● **What is required**
Locate the line that contains "inset:0; background:#92856d; transform-origin:0" in the entries below, then repeat it and every following line through the line that contains "height:5.5px; margin:-2.75px; padding:0", exactly, and no others.

(Records excerpted from a collection)
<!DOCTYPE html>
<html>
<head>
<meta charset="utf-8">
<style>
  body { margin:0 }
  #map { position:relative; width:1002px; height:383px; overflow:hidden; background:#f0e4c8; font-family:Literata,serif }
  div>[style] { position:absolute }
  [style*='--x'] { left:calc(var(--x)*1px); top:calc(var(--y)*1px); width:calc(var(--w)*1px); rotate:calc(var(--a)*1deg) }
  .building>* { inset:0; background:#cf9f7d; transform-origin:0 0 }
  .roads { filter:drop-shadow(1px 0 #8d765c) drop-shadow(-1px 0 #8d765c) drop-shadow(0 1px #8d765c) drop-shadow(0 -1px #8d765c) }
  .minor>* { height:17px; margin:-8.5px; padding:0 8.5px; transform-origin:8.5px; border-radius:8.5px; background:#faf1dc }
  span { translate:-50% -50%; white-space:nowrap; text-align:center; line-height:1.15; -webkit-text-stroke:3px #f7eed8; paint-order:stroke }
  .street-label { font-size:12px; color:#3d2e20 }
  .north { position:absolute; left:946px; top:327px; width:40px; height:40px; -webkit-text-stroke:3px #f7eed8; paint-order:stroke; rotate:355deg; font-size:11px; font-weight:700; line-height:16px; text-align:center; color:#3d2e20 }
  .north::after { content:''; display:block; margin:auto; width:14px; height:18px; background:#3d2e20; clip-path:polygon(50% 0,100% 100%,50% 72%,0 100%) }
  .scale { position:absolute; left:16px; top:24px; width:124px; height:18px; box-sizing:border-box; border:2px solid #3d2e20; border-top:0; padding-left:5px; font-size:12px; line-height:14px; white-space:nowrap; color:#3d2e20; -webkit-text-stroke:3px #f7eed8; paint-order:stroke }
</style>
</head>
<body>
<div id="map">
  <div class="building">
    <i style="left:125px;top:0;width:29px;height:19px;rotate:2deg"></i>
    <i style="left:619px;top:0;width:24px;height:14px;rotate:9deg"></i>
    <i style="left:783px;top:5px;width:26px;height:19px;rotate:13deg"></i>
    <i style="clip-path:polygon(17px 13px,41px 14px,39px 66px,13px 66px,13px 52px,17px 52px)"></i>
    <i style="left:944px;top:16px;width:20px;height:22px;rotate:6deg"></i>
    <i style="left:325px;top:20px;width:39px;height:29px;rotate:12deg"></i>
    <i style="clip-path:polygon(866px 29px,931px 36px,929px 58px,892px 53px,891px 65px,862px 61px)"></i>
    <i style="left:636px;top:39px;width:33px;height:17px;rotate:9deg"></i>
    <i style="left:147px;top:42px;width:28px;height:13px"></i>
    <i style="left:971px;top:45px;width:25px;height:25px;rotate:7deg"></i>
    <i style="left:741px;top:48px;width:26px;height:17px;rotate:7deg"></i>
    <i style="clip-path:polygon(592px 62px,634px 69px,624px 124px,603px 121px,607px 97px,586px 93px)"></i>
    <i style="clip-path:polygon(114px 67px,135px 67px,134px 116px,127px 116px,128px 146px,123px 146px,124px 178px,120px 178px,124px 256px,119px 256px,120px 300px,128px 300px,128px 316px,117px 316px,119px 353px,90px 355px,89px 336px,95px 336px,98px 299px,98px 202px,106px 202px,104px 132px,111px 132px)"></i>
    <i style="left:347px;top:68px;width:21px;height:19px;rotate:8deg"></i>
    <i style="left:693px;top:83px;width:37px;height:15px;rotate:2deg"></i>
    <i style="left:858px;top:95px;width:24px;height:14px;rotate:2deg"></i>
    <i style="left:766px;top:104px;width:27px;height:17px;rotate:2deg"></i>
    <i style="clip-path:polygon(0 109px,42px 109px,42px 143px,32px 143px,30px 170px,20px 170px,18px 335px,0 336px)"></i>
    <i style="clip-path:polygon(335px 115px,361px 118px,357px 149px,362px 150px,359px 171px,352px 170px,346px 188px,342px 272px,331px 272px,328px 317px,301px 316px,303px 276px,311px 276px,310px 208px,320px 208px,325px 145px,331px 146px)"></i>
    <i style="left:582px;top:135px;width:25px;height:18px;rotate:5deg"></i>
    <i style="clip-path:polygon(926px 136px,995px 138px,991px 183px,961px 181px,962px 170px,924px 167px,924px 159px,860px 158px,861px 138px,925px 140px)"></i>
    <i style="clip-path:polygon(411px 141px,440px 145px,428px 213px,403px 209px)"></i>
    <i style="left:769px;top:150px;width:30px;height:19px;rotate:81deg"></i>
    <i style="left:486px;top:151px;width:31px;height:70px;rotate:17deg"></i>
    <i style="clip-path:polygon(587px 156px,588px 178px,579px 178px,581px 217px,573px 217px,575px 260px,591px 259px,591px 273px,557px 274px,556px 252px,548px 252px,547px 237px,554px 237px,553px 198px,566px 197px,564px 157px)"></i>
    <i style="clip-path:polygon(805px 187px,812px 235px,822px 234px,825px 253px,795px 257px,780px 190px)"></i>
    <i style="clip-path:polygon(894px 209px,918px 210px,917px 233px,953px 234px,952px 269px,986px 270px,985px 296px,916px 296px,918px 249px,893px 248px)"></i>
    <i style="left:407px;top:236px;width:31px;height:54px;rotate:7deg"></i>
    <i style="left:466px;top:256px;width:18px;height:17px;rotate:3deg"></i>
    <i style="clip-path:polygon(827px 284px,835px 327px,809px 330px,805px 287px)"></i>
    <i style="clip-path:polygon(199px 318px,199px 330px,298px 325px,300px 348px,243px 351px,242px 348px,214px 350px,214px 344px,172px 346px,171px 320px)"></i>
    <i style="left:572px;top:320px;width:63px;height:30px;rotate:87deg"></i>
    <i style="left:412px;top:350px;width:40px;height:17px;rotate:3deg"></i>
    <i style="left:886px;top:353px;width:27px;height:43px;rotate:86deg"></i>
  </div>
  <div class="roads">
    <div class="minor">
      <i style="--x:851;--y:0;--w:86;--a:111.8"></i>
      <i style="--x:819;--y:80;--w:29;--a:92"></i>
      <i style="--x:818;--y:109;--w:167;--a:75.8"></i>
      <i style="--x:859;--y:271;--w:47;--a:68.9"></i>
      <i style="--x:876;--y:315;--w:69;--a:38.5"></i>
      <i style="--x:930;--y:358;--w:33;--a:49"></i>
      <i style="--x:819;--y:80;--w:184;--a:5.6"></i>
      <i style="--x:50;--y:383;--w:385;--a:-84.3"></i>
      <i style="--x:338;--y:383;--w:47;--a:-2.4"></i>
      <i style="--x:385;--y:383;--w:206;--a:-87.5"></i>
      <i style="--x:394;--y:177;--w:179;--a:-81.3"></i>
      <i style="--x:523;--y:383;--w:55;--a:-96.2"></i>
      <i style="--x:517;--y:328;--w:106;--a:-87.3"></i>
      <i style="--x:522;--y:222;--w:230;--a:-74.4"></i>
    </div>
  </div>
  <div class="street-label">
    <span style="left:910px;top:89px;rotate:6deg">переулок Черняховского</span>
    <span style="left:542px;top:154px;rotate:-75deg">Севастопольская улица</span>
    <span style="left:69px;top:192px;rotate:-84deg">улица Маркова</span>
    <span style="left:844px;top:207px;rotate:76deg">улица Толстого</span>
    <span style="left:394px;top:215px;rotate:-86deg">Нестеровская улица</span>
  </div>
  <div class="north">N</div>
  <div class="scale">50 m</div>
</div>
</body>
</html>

--

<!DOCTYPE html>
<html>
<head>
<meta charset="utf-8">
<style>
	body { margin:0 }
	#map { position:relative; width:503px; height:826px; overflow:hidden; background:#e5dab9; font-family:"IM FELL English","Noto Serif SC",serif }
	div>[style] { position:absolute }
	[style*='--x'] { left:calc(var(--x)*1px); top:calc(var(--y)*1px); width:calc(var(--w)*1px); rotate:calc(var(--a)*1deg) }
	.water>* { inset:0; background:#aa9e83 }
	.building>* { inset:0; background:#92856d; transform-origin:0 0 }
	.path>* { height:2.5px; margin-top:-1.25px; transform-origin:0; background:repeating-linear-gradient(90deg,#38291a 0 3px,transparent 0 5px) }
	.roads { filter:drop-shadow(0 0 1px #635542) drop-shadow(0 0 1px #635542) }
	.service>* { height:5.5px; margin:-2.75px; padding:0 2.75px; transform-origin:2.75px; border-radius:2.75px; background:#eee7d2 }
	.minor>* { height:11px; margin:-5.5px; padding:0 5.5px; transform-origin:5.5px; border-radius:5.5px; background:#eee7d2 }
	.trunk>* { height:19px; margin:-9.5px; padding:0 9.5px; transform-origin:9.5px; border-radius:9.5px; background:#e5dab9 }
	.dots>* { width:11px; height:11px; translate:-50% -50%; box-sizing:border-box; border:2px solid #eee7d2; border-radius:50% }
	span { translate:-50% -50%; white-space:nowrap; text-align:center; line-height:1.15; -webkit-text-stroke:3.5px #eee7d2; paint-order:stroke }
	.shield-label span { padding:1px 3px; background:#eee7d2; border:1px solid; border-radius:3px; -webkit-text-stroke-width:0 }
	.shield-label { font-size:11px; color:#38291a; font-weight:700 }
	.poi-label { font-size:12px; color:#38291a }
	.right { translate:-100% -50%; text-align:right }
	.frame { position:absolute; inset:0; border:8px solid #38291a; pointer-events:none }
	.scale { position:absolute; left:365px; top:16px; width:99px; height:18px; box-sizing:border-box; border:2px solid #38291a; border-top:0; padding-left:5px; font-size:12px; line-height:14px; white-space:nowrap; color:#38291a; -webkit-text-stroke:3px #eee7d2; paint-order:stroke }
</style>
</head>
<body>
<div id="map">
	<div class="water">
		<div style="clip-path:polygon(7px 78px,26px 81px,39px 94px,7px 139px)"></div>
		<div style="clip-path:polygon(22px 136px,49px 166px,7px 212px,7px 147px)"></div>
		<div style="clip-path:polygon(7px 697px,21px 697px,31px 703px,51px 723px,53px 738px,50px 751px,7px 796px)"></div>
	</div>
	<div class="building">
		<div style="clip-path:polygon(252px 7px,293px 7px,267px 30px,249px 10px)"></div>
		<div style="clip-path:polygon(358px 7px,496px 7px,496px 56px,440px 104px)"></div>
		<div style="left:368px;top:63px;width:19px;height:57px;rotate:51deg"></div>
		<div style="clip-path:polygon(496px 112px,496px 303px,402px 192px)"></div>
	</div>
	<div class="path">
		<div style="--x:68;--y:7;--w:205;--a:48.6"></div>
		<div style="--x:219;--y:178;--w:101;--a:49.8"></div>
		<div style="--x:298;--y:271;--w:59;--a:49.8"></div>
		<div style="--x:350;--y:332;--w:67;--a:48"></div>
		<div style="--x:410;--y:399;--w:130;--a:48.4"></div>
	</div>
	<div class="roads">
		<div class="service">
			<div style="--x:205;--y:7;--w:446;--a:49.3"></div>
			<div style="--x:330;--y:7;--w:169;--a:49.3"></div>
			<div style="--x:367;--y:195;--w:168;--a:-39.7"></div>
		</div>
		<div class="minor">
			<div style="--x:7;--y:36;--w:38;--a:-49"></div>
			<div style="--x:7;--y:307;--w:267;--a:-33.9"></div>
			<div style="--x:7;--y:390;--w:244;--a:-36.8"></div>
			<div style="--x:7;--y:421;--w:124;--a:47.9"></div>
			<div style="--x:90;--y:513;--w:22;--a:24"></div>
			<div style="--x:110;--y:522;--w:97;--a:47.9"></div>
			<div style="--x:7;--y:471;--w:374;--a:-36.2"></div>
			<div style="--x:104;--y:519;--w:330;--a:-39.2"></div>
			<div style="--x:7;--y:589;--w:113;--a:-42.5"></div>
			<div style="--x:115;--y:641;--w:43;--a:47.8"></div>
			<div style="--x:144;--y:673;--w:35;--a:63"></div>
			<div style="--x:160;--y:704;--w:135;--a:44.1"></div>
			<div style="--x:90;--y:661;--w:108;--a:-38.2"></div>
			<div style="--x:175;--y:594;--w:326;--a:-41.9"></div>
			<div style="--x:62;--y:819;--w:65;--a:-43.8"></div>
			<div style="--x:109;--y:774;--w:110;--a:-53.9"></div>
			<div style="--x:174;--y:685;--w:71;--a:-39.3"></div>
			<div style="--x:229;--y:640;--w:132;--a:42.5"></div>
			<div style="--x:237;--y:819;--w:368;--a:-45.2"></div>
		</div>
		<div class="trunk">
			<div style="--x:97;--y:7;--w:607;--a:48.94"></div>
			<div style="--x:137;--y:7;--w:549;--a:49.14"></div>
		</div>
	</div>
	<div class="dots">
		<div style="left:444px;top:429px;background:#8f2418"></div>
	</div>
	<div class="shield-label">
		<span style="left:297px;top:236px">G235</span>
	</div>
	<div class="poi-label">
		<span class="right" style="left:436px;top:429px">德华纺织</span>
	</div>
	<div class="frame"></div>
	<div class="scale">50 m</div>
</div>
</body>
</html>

==

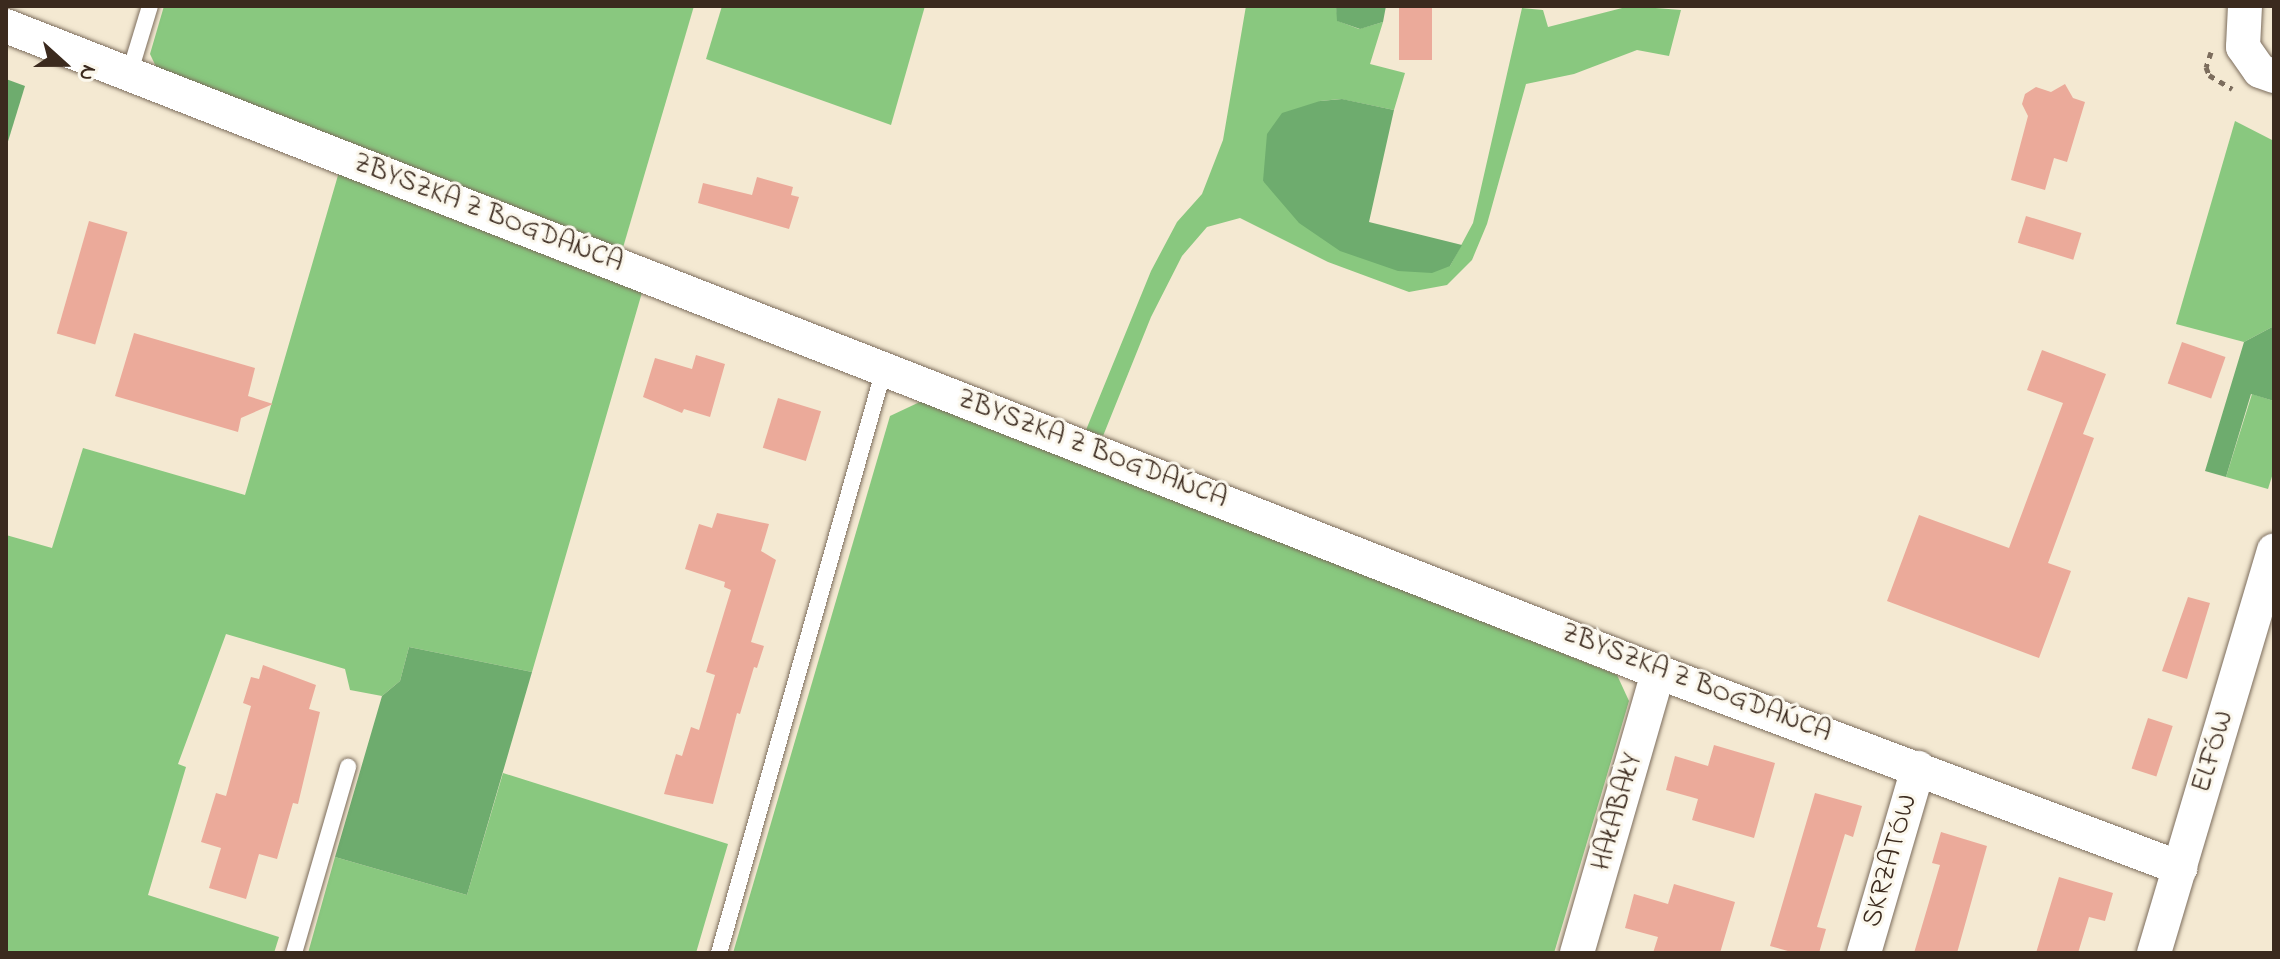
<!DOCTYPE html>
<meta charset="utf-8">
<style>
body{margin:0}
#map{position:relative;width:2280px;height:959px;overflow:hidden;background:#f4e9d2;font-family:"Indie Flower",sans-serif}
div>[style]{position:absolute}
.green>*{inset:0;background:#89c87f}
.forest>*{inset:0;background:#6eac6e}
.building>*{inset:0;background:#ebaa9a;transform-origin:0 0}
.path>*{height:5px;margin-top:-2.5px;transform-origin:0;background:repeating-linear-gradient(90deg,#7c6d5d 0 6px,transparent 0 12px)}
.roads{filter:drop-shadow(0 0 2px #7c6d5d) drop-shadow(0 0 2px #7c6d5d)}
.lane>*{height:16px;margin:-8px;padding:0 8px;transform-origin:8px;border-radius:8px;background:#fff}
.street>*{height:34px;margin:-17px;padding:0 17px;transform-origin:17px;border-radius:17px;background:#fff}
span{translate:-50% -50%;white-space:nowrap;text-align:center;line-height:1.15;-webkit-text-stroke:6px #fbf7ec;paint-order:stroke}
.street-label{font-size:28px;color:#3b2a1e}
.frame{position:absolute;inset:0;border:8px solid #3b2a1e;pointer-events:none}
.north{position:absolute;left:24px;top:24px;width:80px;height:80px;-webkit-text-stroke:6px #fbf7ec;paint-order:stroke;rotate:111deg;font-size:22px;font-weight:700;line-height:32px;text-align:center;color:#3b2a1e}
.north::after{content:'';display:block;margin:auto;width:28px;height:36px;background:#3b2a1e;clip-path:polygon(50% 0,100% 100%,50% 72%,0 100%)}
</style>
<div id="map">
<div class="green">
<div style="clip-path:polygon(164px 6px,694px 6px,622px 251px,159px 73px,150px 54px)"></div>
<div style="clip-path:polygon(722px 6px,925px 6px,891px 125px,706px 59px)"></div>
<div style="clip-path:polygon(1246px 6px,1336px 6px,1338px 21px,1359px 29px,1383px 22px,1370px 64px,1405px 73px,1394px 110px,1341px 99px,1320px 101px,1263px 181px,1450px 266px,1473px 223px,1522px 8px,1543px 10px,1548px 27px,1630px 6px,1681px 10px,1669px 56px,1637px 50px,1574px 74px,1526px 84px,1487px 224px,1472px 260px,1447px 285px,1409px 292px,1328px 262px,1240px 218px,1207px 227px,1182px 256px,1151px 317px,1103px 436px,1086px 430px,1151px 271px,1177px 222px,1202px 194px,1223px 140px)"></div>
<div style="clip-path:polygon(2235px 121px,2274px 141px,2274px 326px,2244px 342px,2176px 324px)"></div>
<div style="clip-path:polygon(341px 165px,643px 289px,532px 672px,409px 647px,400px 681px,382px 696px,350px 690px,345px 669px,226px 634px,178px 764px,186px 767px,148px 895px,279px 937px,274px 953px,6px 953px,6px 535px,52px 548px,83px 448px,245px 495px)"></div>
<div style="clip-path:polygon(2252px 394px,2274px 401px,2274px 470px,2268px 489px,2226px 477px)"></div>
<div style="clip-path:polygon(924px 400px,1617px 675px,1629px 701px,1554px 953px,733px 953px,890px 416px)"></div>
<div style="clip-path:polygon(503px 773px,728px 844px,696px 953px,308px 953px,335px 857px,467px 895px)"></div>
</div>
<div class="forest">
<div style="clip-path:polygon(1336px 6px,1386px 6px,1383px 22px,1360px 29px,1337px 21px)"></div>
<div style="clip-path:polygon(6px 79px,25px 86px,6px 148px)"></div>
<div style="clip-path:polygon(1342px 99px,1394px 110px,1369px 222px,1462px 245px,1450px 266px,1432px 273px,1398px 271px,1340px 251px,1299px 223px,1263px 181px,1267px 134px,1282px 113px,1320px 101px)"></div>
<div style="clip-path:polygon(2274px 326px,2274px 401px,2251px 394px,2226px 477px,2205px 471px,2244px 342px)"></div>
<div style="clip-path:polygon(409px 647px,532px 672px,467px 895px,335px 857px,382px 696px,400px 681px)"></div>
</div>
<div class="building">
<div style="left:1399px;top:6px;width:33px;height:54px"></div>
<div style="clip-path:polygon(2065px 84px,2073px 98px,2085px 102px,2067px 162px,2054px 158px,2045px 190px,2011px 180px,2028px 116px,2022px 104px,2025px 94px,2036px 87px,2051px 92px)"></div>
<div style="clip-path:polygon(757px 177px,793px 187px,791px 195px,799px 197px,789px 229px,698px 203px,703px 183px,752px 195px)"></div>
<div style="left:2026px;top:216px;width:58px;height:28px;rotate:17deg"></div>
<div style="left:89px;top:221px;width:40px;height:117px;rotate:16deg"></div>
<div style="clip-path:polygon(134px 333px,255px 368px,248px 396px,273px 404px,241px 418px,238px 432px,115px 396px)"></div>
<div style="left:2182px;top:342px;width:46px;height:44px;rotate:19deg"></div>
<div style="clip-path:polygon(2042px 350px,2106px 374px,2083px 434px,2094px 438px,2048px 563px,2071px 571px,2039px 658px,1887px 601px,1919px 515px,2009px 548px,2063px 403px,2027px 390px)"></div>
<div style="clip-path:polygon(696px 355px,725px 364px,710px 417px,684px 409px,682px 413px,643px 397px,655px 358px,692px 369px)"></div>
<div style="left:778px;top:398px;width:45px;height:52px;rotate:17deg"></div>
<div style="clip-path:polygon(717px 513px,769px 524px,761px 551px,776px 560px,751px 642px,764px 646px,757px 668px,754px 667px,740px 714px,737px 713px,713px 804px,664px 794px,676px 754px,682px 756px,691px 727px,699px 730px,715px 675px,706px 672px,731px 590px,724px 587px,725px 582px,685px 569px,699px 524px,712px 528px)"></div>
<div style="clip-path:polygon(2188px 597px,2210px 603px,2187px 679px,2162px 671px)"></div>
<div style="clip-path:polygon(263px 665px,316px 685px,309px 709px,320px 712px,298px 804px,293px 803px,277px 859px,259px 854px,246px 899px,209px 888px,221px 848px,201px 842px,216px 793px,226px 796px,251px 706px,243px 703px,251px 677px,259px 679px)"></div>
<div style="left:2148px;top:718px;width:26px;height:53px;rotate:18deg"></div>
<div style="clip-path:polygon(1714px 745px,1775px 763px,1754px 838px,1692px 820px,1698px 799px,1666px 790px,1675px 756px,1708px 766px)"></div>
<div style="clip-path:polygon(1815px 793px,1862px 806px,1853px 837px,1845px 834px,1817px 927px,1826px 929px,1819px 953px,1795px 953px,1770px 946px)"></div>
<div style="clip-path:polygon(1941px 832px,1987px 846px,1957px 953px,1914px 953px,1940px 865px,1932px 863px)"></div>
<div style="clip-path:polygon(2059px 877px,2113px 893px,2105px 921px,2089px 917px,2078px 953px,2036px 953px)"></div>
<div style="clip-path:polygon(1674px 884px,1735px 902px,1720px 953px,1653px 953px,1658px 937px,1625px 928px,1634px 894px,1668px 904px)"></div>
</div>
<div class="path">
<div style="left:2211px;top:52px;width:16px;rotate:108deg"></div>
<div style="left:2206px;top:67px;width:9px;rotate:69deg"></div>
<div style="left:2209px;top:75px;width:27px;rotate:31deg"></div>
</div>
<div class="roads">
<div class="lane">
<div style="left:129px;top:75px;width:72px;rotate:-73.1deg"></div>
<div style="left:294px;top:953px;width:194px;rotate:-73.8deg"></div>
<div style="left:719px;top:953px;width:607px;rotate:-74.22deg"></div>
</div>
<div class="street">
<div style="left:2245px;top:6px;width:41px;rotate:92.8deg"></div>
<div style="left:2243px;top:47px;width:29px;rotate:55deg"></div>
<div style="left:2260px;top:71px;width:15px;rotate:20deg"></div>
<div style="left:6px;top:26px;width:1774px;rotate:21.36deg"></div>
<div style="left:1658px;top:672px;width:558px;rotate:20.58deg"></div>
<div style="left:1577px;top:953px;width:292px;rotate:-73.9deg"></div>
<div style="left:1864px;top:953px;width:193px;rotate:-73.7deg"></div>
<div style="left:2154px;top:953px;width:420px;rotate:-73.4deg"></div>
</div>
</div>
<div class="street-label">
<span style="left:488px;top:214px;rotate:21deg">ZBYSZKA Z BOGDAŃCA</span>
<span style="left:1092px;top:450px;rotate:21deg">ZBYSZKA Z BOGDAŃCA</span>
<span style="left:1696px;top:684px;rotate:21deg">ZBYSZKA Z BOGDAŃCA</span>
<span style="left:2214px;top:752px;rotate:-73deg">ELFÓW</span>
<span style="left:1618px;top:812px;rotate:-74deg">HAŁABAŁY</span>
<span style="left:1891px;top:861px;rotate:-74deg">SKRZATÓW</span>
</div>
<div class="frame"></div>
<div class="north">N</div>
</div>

● **Response to this exercise**
	.building>* { inset:0; background:#92856d; transform-origin:0 0 }
	.path>* { height:2.5px; margin-top:-1.25px; transform-origin:0; background:repeating-linear-gradient(90deg,#38291a 0 3px,transparent 0 5px) }
	.roads { filter:drop-shadow(0 0 1px #635542) drop-shadow(0 0 1px #635542) }
	.service>* { height:5.5px; margin:-2.75px; padding:0 2.75px; transform-origin:2.75px; border-radius:2.75px; background:#eee7d2 }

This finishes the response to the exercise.